◆ Assigned task ◆
Lines with "Output" in them are to be located in the listing below and copied.
____
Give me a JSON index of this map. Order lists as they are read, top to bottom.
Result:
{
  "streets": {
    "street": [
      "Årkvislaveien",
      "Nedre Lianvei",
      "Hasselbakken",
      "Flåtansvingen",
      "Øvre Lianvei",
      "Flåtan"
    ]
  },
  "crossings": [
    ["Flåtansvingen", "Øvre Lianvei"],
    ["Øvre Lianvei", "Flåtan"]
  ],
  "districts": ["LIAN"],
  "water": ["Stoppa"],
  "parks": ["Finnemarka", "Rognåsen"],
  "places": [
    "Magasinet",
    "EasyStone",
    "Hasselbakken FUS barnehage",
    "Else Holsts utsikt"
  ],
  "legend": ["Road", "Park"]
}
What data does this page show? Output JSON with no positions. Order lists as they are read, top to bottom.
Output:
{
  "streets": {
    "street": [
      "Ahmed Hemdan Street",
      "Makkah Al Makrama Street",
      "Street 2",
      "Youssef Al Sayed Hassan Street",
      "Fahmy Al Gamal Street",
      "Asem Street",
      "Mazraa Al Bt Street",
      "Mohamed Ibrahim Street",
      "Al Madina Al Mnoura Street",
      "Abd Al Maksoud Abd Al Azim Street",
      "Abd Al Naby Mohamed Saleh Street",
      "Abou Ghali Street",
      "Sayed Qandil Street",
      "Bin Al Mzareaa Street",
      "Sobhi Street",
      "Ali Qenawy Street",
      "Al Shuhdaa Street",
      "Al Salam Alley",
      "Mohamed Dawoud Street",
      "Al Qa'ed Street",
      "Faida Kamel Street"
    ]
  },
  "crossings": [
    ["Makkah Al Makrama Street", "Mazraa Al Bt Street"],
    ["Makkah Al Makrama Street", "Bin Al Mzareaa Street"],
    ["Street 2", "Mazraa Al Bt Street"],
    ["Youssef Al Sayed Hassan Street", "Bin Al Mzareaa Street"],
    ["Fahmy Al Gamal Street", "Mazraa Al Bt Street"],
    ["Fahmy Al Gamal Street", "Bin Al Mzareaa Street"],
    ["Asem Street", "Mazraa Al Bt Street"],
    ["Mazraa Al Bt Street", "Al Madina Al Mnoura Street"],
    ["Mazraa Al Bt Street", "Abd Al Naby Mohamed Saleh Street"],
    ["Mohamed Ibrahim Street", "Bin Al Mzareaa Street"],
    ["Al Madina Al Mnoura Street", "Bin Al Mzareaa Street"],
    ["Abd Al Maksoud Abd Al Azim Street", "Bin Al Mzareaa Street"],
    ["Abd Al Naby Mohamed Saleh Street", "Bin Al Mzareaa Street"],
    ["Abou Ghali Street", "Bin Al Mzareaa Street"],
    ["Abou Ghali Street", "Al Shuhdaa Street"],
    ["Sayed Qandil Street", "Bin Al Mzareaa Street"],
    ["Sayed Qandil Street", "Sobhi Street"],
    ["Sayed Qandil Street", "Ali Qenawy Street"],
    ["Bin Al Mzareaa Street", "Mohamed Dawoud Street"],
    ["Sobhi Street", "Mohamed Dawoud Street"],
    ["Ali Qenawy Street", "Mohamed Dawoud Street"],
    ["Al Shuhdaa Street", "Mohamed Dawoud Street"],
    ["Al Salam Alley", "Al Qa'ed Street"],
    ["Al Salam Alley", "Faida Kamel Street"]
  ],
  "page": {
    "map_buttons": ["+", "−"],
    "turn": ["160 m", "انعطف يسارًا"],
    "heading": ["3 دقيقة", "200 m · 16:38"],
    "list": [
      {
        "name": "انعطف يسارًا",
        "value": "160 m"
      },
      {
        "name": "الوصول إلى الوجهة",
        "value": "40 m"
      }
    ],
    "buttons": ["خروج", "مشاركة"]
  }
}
____
◆ Written response ◆
What data does this page show? Output JSON with no positions. Order lists as they are read, top to bottom.
Output:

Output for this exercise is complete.